A $5.50 border fee proposed for the 2012 budget would net millions for the American coffers, funding security measures.
However, many of our neighbors from the north are not thrilled with the move, including Canadian Prime Minister Stephen Harper who said in February: "I think in terms of the economic recovery, we want to make sure that trade and travel between our two countries is easier, not more difficult."
Citizens from Mexico and the Caribbean would also pay the fee that America's nearest neighbors have long been exempt from, Canada included.
The U.S. Department of Homeland Security is calling for the change, and analysts predict the increase in collections could bring in up to $110 million dollars.
In a statement released by Homeland Security, Assistant Press Secretary Adam Fetcher said: "The current exemption means that the fees collected from passengers entering from all other countries and appropriated tax dollars are subsidizing the inspections of passengers from Canada, Mexico and the Caribbean. Removing the exemption would bring fee parity for all air and sea passengers entering the United States.
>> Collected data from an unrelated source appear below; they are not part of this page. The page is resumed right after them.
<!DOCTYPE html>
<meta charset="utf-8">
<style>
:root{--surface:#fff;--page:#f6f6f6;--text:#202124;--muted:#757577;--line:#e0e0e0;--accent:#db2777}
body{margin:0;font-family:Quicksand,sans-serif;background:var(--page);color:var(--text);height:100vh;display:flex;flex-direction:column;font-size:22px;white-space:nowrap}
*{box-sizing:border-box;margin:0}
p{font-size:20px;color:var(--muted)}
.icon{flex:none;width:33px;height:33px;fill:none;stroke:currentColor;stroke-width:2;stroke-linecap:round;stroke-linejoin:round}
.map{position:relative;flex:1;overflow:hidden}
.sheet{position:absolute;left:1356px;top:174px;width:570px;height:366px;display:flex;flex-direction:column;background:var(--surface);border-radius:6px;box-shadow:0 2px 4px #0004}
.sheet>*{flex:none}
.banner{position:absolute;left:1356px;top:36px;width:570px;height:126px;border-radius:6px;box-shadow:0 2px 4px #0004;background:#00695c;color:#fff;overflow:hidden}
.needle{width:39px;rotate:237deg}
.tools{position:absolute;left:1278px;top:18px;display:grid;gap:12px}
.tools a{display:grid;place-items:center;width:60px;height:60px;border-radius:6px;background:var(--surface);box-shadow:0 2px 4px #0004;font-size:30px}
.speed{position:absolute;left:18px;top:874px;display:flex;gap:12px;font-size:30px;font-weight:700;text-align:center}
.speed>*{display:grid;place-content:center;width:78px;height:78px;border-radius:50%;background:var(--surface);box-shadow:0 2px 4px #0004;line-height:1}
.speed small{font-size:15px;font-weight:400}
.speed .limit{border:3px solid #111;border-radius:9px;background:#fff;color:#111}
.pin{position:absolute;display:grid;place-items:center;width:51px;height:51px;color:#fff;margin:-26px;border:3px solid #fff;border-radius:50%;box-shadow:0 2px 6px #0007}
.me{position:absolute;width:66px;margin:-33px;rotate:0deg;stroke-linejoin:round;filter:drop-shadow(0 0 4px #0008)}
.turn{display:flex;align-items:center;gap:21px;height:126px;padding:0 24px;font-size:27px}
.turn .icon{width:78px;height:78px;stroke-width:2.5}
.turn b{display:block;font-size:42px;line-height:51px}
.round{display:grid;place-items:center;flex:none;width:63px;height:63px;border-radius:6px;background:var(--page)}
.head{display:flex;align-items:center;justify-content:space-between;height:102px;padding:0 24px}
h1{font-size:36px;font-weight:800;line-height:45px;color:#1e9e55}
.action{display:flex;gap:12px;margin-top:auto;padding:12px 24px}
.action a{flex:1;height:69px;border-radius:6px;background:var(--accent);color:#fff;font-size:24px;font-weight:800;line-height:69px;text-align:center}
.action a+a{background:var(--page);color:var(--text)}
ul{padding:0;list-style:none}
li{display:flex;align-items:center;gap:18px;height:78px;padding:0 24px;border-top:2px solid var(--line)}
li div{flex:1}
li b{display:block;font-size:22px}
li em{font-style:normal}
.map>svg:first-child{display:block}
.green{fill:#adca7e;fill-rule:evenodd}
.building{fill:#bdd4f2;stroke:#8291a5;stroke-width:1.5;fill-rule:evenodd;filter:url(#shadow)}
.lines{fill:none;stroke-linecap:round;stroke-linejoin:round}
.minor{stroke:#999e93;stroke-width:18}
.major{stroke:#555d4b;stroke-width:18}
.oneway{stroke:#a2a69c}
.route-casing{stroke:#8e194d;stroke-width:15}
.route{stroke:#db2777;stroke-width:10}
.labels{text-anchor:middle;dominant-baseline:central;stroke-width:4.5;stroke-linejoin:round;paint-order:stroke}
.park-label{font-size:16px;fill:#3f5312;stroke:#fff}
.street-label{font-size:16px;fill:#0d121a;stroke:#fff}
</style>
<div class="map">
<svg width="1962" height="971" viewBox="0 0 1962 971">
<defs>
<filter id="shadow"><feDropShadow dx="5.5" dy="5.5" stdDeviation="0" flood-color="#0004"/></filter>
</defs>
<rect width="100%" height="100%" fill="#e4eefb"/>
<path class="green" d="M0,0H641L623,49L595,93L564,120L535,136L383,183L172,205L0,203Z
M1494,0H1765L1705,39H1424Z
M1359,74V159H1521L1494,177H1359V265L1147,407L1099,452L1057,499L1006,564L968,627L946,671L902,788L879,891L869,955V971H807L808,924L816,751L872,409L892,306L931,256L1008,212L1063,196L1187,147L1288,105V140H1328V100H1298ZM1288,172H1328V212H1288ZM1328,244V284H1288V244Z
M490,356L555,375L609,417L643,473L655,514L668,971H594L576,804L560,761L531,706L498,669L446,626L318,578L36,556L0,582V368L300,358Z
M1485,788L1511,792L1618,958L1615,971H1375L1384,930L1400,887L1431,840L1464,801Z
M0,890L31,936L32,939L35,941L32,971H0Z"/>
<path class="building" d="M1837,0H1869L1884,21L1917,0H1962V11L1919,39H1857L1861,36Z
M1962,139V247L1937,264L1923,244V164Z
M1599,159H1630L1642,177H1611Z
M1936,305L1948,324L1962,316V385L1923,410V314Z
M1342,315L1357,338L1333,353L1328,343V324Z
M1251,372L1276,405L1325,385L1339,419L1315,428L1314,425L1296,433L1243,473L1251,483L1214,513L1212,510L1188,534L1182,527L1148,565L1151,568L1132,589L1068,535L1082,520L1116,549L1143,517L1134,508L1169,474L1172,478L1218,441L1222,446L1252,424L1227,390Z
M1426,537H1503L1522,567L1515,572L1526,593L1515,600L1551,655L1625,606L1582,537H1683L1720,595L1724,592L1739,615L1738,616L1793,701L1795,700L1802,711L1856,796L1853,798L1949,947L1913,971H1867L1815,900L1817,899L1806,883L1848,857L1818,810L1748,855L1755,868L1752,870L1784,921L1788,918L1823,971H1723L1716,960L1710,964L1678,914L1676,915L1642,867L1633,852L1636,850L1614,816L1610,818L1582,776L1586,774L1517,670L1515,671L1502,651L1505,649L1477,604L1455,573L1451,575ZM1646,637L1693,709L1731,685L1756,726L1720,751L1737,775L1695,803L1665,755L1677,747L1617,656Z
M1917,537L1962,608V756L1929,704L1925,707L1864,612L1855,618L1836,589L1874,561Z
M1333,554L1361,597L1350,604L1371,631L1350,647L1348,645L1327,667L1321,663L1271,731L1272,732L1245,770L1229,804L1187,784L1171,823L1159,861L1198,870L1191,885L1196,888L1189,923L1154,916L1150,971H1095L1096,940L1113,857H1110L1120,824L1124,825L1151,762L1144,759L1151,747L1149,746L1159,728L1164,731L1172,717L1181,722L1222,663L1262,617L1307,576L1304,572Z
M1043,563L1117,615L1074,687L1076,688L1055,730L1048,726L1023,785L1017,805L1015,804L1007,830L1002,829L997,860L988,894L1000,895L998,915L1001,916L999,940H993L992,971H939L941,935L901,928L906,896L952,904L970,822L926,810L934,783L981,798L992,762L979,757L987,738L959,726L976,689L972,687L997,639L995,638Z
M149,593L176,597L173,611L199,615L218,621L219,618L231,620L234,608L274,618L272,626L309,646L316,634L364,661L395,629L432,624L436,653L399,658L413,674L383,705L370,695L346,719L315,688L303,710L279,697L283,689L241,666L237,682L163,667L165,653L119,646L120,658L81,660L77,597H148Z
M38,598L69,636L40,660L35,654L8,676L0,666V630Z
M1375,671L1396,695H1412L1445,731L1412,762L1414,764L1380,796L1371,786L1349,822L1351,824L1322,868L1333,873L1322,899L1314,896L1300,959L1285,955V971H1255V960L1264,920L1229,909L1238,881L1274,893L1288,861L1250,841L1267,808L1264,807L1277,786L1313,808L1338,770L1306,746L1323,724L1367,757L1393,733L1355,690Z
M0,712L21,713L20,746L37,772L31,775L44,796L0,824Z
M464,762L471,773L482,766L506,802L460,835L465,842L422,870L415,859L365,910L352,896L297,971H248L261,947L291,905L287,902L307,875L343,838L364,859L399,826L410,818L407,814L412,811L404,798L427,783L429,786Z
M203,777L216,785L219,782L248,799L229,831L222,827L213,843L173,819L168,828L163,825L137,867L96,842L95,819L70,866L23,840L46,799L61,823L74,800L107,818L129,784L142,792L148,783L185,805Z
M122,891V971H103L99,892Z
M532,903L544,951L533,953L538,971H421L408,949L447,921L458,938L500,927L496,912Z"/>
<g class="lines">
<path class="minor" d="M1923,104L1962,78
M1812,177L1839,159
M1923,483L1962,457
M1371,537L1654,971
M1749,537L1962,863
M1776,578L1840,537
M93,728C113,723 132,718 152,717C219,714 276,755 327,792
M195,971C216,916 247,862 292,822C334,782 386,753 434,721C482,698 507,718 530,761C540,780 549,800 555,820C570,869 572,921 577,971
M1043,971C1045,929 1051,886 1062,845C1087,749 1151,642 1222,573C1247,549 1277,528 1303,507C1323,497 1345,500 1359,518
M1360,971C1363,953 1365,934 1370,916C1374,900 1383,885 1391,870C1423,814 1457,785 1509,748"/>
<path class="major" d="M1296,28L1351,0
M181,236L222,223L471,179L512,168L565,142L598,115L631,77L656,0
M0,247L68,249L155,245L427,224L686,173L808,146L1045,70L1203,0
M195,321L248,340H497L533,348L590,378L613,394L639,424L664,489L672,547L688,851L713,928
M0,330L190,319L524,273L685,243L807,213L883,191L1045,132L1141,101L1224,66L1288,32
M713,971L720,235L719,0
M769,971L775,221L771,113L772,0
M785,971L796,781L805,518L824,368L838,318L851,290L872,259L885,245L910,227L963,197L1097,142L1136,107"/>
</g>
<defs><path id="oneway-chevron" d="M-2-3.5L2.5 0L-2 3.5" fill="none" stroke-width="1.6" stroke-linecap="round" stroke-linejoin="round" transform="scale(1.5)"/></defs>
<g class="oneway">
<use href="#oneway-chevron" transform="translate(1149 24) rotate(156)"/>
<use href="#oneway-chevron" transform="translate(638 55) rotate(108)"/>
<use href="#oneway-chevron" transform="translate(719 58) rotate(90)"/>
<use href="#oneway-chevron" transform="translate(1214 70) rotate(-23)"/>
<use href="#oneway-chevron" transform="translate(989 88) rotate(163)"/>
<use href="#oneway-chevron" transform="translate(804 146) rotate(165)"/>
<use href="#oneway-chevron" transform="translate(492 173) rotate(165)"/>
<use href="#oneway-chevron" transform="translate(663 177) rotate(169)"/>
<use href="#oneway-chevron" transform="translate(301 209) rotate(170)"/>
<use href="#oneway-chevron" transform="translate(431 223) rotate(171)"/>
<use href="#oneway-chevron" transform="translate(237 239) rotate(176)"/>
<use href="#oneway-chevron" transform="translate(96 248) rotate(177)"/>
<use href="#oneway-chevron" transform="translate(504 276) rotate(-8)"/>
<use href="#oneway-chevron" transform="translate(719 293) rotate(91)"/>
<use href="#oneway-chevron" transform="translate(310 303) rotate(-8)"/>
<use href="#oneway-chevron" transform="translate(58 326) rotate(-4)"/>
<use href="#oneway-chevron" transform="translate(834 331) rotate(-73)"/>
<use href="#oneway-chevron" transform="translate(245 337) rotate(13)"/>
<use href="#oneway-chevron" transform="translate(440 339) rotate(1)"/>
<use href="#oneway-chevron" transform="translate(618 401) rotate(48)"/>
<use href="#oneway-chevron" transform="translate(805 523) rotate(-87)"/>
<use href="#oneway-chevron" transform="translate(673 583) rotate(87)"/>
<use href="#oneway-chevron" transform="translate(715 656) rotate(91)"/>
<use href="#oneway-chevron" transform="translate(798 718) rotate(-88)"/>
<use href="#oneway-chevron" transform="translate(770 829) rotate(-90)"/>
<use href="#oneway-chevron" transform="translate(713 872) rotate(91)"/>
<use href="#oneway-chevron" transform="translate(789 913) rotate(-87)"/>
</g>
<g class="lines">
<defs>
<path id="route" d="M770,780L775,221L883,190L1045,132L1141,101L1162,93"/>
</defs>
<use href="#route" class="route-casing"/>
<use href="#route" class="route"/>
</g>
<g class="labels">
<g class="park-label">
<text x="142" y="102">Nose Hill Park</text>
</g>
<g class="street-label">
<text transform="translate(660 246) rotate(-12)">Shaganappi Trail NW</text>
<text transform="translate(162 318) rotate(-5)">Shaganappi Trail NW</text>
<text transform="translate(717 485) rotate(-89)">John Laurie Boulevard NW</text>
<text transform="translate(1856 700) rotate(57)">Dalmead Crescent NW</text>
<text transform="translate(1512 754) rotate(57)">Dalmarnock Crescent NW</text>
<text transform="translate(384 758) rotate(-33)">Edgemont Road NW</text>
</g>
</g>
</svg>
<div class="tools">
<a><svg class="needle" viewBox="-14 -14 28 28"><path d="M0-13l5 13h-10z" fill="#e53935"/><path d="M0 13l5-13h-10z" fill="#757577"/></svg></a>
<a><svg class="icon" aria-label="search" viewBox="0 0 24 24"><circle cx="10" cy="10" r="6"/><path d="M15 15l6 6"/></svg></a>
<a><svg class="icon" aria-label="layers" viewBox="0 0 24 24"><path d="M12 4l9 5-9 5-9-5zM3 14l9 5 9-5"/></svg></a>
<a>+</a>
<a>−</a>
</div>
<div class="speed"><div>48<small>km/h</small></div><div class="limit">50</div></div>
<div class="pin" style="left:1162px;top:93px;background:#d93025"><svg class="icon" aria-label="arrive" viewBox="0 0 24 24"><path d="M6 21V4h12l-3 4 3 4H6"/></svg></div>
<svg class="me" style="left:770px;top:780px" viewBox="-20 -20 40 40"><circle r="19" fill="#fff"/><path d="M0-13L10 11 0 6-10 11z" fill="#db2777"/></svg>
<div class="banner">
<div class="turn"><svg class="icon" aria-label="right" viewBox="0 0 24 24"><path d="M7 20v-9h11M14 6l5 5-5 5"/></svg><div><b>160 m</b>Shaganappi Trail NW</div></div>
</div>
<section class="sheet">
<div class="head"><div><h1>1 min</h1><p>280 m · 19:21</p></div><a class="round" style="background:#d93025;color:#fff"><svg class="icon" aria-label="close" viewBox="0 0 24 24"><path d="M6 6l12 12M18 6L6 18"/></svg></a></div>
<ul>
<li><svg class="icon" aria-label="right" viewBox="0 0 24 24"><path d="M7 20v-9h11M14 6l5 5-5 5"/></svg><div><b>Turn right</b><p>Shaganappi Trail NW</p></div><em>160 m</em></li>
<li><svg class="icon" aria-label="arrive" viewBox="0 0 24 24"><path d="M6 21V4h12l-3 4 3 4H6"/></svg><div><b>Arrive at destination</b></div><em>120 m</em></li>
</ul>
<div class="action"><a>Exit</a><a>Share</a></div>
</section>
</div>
We will continue to work closely with our partners in Mexico, Canada and the Caribbean to provide greater security and greater economic opportunity for all international travelers."
Canadian Foreign Affairs officials have blasted the fee. Lynn Meahan, press secretary for the Canadian Minister of Foreign Affairs Lawrence Cannon, released this strongly worded statement regarding the proposed fee: "Obviously, we think this is a bad idea. In this fragile economic recovery, now is not the time to be imposing new fees or taxes on Canadians.
"We need to work together to increase the flow of people to the benefit of both of our economies -- and that is why PM Harper and President Obama committed to work across a wide range of issues to achieve that goal."
At Boston's Logan Airport, Canadian travelers had mixed feelings on the issue.
Pat Connor, who lives just outside of Toronto, argued a little 'tit for tat' would be in order and lamented the wide array of fees travelers are already paying.
"Frankly, it's never ending. So, what? Because I'm a Canadian I gotta pay an extra $5.50 cents to come to your country? Is that going to stop me? No. We're Canadians. We queue, we line, we do everything. We're polite. Would the reciprocating amounts be charged to Americans coming to Canada? I would hope so," said Connor.
"In terms of most favored nation status and the whole thing with free trade and NAFTA -- I know it's products versus people but still... it's just another fee and another ding at my pocket."
Toronto resident Heinz Schaffner took a more resigned stance on the fee.
"There's already tons of airport fee taxes. I mean, hundreds of dollars for a ticket. Five dollars is really not that bad. You gotta pay for stuff somehow," said Schaffner.